Source material
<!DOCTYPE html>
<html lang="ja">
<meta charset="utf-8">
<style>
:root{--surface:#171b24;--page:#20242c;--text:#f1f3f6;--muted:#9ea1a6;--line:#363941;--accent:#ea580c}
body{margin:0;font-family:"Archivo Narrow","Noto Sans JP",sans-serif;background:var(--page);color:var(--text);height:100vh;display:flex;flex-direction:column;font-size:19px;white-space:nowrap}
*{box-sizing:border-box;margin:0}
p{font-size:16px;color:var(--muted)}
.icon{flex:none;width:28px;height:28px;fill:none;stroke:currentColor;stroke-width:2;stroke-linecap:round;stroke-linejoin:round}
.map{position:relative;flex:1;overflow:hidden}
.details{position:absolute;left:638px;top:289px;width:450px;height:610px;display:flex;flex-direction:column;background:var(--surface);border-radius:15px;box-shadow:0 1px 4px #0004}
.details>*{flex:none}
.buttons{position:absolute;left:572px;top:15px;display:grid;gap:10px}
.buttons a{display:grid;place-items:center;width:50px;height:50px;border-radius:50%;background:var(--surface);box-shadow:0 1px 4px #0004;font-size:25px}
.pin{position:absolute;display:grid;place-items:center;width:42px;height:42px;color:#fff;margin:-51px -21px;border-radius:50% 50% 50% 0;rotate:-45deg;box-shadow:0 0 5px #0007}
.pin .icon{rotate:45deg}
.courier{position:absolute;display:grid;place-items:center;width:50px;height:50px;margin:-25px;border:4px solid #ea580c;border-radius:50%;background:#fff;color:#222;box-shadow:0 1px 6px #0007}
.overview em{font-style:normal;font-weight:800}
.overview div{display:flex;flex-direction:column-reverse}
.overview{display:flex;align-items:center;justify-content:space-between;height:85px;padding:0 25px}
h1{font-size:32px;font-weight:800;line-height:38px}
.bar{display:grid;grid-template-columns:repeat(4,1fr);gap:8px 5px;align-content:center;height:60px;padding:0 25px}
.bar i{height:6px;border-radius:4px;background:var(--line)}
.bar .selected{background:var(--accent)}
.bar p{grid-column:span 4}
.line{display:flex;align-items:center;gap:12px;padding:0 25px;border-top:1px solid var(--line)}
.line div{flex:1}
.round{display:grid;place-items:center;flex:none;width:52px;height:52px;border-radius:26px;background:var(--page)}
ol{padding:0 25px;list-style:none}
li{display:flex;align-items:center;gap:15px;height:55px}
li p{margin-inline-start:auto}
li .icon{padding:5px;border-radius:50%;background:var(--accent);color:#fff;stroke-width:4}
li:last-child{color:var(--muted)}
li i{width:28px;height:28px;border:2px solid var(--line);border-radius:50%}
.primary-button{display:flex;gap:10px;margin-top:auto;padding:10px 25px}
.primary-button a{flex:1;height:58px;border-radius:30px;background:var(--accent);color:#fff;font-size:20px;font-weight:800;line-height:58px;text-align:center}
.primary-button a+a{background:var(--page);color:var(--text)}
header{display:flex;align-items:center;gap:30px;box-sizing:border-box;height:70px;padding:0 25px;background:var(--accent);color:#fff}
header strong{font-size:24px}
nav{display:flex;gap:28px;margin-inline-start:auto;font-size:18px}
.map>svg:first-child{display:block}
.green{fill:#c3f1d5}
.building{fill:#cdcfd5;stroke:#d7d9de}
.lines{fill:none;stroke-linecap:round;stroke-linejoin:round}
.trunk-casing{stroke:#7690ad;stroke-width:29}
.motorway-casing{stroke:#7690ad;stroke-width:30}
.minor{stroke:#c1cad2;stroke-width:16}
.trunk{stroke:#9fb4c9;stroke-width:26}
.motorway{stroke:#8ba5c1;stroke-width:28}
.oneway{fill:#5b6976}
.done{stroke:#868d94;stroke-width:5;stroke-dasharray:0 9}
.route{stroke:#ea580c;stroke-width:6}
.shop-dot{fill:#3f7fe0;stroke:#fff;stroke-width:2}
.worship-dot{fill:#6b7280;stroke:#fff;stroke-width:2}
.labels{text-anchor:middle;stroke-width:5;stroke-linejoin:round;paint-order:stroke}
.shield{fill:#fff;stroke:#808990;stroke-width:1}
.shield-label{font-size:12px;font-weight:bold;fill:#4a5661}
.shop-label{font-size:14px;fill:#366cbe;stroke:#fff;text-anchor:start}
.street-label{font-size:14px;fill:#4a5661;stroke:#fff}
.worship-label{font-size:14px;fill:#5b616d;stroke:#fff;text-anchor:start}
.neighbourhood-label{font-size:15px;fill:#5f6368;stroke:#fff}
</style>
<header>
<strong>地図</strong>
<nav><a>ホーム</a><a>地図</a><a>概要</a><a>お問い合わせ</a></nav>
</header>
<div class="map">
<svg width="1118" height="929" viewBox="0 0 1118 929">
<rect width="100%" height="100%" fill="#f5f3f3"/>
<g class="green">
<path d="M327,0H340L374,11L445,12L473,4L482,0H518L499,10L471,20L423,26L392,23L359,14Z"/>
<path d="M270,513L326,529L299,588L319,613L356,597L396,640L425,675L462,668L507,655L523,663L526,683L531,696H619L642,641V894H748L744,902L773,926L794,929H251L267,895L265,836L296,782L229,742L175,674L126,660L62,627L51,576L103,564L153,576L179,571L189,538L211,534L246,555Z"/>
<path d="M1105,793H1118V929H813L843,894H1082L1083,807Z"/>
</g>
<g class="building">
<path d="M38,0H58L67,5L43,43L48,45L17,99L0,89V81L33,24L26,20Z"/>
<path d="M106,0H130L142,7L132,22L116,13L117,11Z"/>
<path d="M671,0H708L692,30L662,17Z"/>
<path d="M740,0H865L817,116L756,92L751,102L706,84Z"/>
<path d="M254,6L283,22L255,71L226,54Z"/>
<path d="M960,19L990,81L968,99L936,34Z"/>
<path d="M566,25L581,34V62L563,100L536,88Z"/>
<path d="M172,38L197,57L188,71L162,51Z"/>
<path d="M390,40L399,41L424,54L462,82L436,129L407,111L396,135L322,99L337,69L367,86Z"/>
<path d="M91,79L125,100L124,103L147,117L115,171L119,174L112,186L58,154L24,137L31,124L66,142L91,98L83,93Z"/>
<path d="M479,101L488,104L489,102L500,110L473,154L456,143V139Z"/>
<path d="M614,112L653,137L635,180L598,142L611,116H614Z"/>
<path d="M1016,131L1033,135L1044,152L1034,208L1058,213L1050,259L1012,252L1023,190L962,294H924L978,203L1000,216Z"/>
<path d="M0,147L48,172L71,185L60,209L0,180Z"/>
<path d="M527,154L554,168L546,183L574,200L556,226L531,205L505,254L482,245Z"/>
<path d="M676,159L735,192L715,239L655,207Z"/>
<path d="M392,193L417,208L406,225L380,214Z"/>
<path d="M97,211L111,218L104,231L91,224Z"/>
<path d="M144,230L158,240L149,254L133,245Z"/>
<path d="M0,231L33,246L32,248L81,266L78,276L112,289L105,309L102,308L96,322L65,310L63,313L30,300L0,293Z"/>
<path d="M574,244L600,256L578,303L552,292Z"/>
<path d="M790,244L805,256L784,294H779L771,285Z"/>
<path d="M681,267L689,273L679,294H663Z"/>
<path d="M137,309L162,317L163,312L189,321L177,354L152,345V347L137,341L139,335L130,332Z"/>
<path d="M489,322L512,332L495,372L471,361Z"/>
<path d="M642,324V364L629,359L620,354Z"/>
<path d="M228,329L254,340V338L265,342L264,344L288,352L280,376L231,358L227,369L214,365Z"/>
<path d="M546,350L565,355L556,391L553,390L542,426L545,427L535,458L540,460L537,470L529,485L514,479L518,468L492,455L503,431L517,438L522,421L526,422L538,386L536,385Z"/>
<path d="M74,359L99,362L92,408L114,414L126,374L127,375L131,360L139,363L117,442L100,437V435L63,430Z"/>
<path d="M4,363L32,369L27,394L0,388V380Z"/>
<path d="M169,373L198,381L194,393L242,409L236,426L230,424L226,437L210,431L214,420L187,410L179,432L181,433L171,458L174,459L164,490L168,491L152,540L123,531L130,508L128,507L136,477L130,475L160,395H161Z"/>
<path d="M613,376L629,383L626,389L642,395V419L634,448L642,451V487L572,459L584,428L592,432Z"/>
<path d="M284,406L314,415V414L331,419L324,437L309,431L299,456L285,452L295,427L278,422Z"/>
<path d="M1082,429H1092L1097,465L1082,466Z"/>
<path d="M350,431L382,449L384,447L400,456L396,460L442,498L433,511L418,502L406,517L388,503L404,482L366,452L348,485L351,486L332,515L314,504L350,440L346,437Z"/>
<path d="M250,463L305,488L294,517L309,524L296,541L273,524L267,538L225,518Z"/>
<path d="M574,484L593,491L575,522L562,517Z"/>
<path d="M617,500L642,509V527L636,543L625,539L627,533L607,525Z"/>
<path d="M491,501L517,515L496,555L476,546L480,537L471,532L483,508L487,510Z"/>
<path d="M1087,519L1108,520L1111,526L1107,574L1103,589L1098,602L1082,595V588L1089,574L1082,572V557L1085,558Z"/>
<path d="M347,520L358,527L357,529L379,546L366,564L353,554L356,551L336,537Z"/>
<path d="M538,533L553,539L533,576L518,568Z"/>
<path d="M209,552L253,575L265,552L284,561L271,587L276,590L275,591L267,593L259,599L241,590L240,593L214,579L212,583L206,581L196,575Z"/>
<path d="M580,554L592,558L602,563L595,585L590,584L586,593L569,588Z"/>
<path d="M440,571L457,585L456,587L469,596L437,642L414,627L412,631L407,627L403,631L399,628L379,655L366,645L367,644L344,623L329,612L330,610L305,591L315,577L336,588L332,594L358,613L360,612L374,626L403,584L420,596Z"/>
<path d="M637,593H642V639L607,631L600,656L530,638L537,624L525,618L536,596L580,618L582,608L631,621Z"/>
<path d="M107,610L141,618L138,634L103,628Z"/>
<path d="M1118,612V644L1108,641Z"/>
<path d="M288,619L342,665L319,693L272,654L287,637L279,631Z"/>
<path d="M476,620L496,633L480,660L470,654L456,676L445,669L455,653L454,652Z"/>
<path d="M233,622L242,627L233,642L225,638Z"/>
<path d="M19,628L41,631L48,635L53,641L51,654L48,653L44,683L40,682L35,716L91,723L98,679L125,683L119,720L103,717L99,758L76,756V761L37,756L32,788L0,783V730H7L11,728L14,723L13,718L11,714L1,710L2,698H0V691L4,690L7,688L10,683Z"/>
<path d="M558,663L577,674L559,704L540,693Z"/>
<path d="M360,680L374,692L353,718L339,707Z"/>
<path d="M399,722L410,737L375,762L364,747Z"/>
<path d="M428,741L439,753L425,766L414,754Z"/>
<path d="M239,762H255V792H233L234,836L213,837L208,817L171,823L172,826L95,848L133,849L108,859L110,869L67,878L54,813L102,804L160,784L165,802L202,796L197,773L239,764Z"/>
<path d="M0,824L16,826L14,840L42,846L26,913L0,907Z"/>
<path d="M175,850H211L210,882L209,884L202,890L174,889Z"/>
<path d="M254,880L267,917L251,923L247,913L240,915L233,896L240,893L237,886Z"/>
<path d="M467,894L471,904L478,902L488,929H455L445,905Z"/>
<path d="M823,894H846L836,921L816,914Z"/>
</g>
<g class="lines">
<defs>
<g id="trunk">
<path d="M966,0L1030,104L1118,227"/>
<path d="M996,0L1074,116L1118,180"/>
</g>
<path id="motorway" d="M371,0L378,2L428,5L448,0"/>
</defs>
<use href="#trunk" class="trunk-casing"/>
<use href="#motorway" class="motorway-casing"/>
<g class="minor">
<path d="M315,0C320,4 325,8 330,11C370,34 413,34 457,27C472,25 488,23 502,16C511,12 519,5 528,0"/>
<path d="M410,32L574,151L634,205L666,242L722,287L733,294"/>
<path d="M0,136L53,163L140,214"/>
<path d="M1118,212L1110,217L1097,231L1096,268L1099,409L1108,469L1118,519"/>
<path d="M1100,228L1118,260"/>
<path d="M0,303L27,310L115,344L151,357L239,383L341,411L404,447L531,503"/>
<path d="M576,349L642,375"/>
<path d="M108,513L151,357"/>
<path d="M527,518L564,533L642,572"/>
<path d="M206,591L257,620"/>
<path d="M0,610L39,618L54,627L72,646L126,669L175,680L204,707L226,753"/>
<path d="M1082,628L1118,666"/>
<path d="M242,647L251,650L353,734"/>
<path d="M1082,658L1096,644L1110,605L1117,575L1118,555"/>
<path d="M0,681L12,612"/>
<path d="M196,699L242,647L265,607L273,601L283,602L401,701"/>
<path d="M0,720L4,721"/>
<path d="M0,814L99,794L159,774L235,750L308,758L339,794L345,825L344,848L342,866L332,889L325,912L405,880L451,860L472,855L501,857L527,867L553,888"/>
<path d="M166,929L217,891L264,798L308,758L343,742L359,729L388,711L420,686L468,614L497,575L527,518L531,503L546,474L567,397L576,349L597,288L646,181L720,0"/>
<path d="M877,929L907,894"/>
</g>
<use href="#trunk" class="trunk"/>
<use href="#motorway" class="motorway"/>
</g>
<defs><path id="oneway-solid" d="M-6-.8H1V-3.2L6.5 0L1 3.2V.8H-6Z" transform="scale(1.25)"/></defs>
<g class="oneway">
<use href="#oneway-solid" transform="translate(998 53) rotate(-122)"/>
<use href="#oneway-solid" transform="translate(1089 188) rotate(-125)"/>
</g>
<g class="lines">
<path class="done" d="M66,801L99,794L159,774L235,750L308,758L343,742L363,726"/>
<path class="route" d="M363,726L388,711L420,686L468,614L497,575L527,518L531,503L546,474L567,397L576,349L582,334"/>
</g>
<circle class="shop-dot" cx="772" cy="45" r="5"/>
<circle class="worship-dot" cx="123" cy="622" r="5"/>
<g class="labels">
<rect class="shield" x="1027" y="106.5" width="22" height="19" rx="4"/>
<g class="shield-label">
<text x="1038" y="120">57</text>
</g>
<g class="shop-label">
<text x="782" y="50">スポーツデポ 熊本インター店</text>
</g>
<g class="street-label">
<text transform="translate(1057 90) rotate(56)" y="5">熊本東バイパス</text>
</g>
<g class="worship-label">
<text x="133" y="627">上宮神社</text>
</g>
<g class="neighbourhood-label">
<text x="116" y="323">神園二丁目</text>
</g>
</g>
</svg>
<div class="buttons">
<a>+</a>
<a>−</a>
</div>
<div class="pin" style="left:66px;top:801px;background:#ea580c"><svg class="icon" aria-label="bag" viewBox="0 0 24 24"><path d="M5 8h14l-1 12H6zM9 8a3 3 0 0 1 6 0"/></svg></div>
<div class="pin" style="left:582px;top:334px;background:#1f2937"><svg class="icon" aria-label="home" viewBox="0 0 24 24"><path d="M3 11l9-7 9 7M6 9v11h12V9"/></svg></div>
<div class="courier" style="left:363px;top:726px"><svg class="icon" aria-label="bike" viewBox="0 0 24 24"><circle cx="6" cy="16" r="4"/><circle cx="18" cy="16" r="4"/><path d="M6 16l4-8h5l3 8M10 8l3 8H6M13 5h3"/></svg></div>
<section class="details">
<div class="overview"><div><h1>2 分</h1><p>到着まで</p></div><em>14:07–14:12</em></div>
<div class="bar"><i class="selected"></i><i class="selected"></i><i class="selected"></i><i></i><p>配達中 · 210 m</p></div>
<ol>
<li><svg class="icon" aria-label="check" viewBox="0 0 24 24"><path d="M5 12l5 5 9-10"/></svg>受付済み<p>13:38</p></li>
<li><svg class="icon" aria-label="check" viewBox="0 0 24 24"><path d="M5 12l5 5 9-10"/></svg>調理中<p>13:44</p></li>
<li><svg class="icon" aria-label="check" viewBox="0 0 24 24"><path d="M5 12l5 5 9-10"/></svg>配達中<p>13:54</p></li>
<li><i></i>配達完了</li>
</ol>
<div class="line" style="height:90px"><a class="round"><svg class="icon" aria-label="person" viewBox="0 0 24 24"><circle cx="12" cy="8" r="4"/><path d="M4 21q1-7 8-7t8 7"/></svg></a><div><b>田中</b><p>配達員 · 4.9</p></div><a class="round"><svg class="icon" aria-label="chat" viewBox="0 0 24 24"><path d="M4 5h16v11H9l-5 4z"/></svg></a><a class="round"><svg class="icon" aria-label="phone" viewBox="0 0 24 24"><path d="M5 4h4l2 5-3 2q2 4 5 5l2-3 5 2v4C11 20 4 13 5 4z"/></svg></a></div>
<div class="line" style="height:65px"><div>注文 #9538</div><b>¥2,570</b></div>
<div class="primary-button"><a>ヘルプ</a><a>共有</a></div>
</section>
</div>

What you need to do
Check each line of the data above for the string "direction", then report how many lines have it, with no other words.

Answer below
3